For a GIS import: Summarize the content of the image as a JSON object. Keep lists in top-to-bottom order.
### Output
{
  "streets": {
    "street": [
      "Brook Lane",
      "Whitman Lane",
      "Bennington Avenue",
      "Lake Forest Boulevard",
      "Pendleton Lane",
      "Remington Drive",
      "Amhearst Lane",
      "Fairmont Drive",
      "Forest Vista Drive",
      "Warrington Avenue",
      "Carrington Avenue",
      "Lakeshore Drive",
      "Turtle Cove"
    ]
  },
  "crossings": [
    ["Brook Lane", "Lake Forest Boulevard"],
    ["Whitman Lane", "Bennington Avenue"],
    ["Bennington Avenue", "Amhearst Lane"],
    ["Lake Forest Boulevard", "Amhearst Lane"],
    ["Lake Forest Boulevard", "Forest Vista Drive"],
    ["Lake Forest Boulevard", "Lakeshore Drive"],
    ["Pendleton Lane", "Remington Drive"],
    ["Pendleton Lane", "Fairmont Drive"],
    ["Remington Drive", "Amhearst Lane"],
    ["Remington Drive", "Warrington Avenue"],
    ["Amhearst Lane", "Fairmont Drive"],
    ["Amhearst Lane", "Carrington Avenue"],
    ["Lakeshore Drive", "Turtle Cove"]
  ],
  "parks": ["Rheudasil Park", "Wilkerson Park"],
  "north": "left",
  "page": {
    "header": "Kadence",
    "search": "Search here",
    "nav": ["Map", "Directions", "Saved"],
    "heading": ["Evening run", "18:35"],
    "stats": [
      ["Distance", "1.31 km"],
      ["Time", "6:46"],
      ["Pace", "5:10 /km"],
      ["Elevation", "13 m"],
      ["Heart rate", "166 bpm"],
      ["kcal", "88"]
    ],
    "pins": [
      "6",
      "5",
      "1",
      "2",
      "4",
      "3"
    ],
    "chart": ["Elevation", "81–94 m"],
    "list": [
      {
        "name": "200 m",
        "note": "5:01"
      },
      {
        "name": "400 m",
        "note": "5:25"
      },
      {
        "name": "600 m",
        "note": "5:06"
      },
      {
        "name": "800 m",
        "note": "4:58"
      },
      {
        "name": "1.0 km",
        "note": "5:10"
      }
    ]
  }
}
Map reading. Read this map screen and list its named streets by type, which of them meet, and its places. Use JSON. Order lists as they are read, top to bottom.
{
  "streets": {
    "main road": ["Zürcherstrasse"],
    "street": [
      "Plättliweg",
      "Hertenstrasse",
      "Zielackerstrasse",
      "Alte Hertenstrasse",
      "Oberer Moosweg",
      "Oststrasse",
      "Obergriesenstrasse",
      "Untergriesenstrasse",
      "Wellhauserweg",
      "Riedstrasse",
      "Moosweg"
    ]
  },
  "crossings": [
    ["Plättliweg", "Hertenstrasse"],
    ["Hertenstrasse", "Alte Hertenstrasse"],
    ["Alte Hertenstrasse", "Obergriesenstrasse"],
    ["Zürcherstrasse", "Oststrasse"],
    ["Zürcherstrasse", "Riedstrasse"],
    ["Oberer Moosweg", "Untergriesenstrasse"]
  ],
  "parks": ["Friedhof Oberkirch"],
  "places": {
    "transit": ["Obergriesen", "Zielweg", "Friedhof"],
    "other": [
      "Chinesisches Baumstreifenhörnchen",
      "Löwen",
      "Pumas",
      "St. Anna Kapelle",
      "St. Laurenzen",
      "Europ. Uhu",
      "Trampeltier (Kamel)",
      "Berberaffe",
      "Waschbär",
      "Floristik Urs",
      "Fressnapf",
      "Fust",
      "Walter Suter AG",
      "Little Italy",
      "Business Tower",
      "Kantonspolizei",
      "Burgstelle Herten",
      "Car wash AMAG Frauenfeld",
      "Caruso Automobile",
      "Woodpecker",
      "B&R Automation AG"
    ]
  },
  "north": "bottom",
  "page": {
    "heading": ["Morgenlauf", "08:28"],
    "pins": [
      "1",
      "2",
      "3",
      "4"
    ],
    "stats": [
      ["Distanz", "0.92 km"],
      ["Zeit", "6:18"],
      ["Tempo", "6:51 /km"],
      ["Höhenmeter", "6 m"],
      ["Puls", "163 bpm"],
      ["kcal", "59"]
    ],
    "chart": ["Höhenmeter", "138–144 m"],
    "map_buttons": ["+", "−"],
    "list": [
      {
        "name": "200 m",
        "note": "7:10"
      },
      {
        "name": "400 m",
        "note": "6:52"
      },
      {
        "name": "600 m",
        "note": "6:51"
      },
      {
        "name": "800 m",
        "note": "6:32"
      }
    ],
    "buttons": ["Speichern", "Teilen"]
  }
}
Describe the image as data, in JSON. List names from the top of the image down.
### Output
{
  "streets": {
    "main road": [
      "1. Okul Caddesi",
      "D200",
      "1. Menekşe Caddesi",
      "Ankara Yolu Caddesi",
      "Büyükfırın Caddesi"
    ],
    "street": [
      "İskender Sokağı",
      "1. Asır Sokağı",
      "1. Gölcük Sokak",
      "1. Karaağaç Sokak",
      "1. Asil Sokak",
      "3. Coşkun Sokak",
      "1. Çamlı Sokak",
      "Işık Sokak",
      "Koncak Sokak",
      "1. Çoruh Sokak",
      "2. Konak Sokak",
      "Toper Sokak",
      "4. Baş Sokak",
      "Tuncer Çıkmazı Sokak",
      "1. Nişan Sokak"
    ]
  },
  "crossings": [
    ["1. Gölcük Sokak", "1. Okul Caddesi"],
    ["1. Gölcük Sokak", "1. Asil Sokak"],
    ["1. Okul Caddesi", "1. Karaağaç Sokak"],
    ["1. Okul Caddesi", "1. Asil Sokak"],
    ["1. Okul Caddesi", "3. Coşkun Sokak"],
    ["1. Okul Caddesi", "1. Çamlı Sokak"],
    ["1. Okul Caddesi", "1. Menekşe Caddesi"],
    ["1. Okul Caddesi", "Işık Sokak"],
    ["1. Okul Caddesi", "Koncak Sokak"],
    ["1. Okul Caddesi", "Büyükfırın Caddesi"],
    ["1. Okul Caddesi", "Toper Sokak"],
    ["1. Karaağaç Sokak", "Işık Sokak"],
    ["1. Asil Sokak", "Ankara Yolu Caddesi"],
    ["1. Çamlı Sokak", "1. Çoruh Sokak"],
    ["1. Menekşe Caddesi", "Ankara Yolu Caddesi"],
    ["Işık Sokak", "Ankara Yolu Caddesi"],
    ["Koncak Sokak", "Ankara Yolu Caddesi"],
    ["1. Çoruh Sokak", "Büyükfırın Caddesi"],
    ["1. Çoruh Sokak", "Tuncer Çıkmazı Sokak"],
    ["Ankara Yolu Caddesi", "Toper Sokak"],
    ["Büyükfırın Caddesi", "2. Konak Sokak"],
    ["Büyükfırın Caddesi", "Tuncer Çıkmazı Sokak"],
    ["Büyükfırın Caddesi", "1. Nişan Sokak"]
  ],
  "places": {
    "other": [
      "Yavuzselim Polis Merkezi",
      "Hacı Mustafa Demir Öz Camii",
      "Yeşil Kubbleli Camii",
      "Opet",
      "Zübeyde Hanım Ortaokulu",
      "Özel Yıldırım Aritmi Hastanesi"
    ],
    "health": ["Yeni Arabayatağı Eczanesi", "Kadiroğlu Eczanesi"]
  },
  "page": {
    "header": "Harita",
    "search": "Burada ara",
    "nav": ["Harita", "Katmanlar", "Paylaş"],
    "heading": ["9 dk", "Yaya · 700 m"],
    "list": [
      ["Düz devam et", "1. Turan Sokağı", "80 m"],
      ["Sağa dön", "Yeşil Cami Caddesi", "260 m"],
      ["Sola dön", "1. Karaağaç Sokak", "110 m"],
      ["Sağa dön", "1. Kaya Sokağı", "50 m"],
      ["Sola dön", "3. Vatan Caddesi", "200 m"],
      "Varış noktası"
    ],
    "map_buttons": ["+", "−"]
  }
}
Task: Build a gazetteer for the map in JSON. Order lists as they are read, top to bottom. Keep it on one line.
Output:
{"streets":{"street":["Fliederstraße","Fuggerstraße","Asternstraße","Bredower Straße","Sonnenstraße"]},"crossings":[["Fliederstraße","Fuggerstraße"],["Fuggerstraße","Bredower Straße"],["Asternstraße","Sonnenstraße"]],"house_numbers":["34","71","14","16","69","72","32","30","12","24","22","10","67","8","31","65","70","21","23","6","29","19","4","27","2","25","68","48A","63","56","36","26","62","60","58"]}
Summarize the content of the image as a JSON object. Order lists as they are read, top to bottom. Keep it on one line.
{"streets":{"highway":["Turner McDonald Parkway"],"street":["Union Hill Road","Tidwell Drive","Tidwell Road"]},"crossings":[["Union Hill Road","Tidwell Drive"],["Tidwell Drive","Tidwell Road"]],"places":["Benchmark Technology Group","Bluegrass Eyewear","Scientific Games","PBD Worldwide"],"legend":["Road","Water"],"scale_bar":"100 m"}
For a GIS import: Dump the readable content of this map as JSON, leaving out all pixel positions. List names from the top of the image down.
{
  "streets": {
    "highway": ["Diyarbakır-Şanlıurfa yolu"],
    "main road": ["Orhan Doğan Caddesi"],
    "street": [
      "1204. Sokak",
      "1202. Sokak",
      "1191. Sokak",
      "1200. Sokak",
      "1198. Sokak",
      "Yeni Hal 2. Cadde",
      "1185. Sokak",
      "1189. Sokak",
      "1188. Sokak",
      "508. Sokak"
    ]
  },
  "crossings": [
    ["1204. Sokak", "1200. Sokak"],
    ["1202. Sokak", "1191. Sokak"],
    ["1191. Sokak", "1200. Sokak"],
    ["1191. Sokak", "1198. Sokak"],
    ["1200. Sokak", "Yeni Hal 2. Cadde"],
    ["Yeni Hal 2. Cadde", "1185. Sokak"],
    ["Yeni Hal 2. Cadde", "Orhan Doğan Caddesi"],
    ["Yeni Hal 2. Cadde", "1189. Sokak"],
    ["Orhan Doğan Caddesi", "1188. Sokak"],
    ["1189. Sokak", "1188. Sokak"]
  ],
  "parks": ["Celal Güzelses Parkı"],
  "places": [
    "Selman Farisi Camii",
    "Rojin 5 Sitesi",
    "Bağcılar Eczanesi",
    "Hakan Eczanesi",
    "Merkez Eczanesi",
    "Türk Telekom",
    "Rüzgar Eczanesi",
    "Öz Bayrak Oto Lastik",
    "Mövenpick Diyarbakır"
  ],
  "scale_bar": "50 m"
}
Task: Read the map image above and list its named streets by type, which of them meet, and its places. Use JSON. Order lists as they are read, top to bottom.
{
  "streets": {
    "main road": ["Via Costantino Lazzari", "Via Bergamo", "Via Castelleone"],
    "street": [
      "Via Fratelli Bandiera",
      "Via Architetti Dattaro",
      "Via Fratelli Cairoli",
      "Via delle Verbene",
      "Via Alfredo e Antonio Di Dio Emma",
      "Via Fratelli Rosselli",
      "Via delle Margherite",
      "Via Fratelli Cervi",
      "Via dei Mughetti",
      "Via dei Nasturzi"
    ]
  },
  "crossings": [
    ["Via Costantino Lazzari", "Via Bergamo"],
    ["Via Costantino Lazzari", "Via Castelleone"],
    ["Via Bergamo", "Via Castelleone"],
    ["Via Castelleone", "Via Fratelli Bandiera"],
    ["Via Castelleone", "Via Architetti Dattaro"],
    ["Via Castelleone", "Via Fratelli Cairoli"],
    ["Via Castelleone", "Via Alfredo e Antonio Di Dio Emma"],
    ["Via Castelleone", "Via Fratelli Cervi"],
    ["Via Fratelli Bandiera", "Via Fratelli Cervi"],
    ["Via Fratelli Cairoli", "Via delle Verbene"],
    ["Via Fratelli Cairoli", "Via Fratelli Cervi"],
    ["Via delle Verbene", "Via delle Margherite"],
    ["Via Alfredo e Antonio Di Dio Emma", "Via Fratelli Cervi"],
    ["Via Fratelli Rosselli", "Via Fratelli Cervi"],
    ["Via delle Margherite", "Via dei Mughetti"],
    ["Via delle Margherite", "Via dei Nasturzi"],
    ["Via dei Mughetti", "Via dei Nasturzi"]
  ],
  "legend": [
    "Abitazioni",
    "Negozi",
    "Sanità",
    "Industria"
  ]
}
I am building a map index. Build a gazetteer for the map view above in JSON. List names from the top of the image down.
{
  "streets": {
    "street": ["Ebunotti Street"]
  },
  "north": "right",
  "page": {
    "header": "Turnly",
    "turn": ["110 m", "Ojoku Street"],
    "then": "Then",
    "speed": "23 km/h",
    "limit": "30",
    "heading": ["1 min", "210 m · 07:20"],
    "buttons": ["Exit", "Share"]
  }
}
········
_WORK TASK_.
In the records above, how many lines hold the string "this"? Only the number should be given.

_PROBLEM SOLUTION_.
2